Elemento has also pioneered new computational approaches, led by AI, to address some of the most pressing challenges of data analysis. Bringing clinicians from multiple specialties together to work on precision medicine initiatives is challenging both financially and professionally, but Englander’s institutional structure provides the environment and resources to encourage participation, Elemento says.
Integrating the research into the workflow of the medical clinic is critical but efficiency in such a complicated environment remains challenging. For example, collecting patient samples requires tight coordination and prompt retrieval of surgical biopsies to properly preserve fresh tissue, which can be difficult to coordinate.
Elemento’s next goal is to more systematically integrate the results of precision medicine screening into patients’ electronic medical records in ways that enable clinicians to interrogate the data.

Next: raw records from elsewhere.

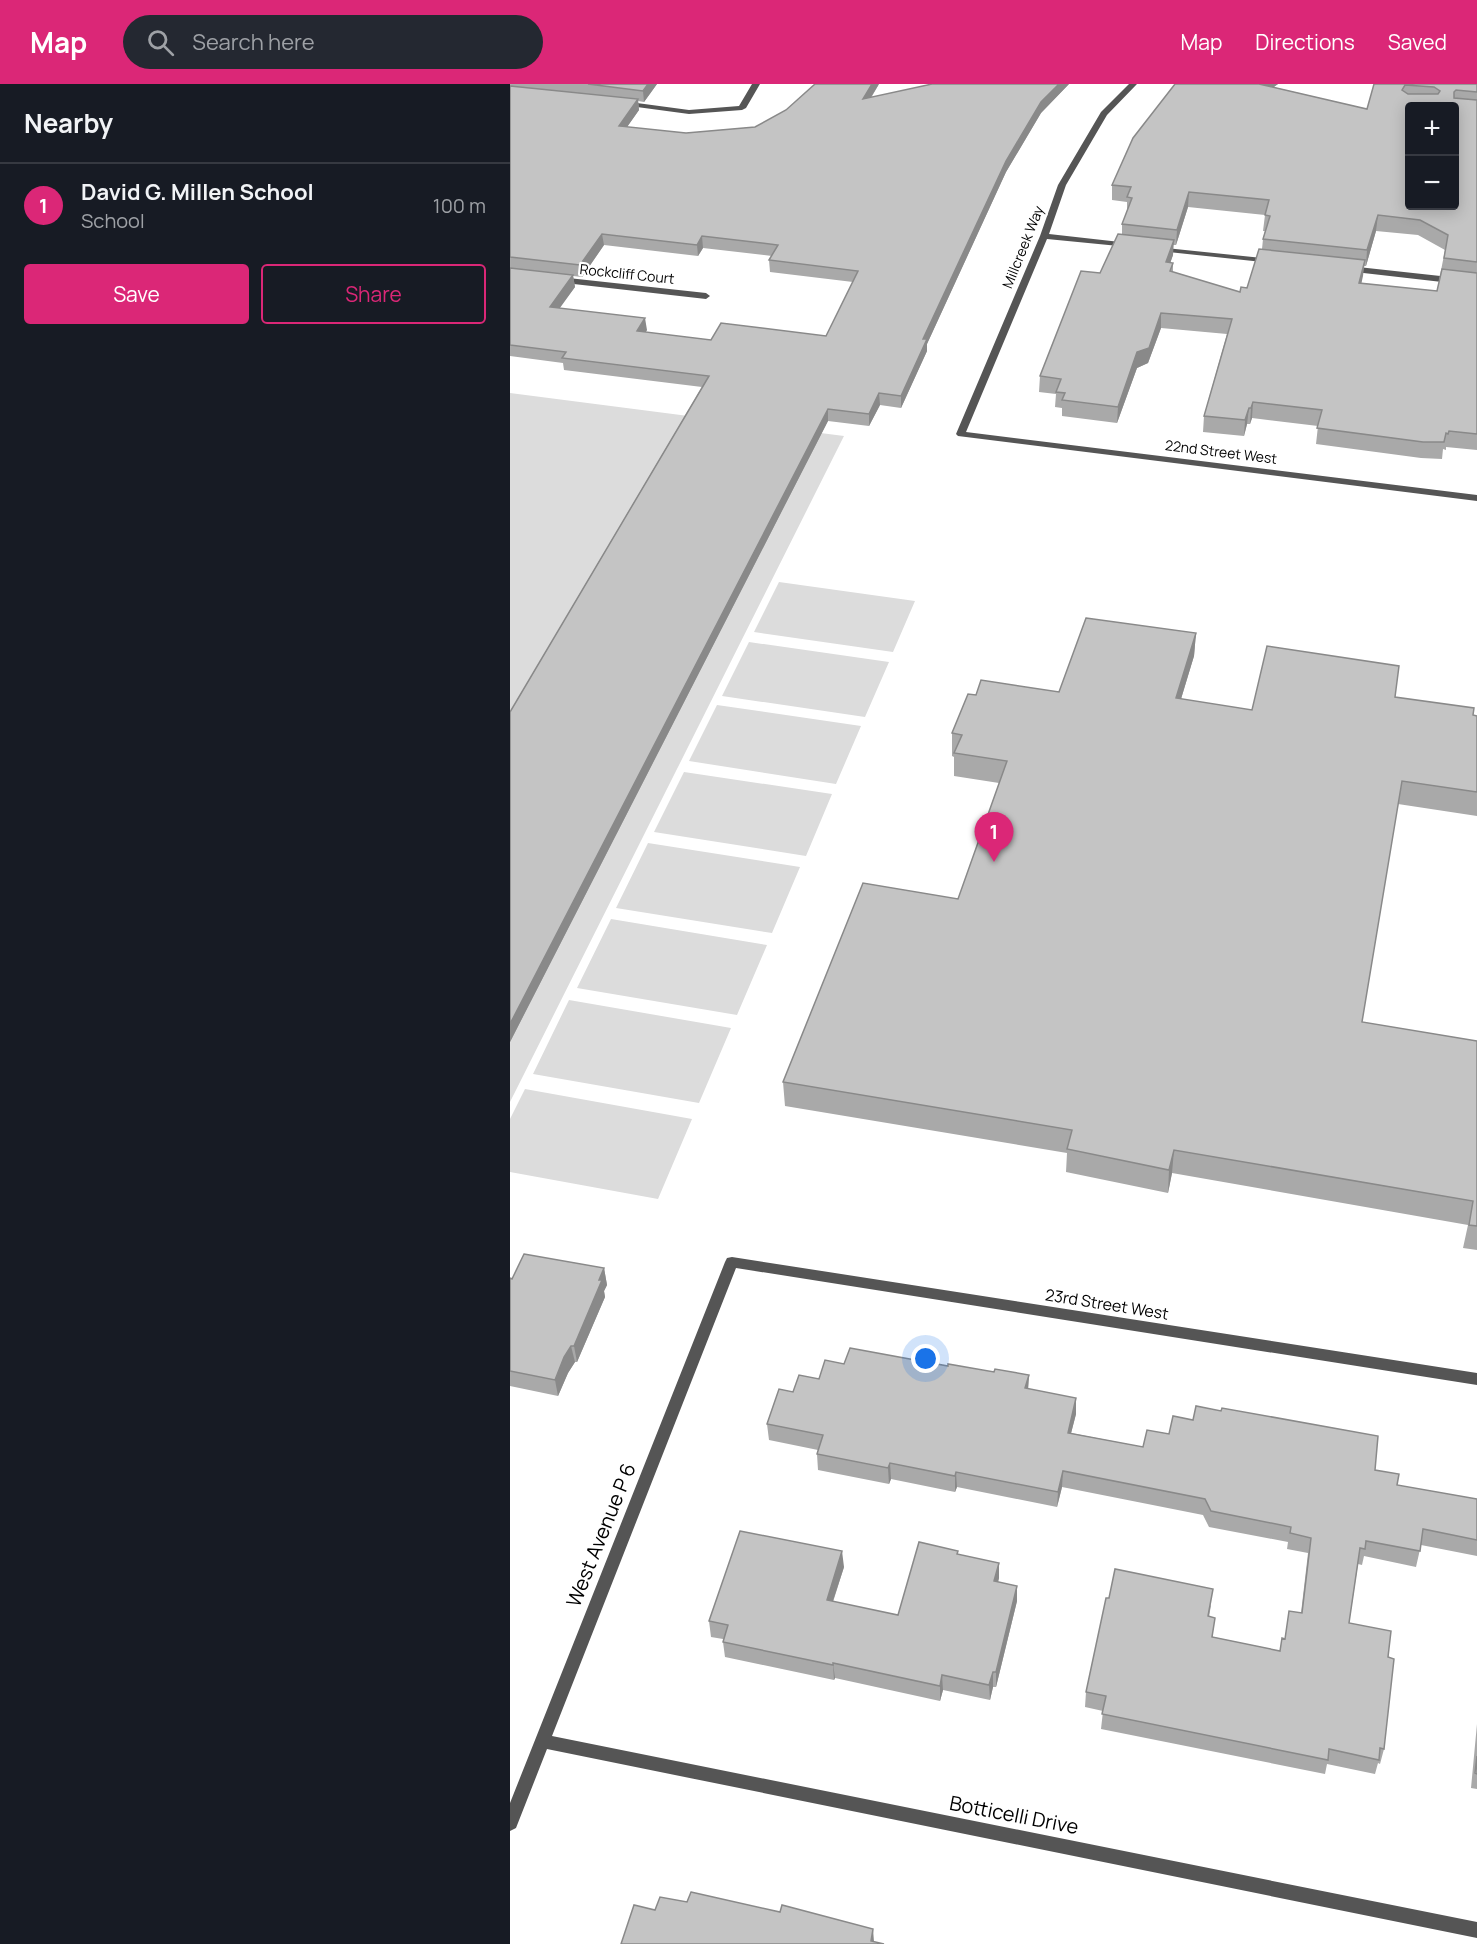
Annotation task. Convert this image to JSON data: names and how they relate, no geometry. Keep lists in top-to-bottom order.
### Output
{
  "streets": {
    "street": [
      "Millcreek Way",
      "Rockcliff Court",
      "22nd Street West",
      "23rd Street West",
      "West Avenue P 6",
      "Botticelli Drive"
    ]
  },
  "crossings": [
    ["Millcreek Way", "22nd Street West"],
    ["23rd Street West", "West Avenue P 6"],
    ["West Avenue P 6", "Botticelli Drive"]
  ],
  "page": {
    "header": "Map",
    "search": "Search here",
    "nav": ["Map", "Directions", "Saved"],
    "heading": "Nearby",
    "map_buttons": ["+", "−"],
    "list": [
      {
        "mark": "1",
        "name": "David G. Millen School",
        "note": "School",
        "value": "100 m"
      }
    ],
    "buttons": ["Save", "Share"],
    "pins": "1"
  }
}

This effort is likely to require new visual approaches that are acceptable to physicians, says Elemento.
So far, health insurance doesn’t cover these efforts, and they are currently costly and require support from generous philanthropists—a situation that is likely to be the case for the foreseeable future, says Elemento.
Everyone is trying to work on that gap, with one argument being that using precision medicine tools to cut unnecessary treatment ultimately saves money for healthcare systems. But that’s costly to implement, and most systems do not have the funding to do it at a rate that generates profits. Another solution is to find new technologies that run testing at lower costs. And, ultimately, patients will have to get involved to convince payors to lower costs. Meanwhile, the work is crucial because, he says, “There is no such thing as an average patient. Each person is unique.”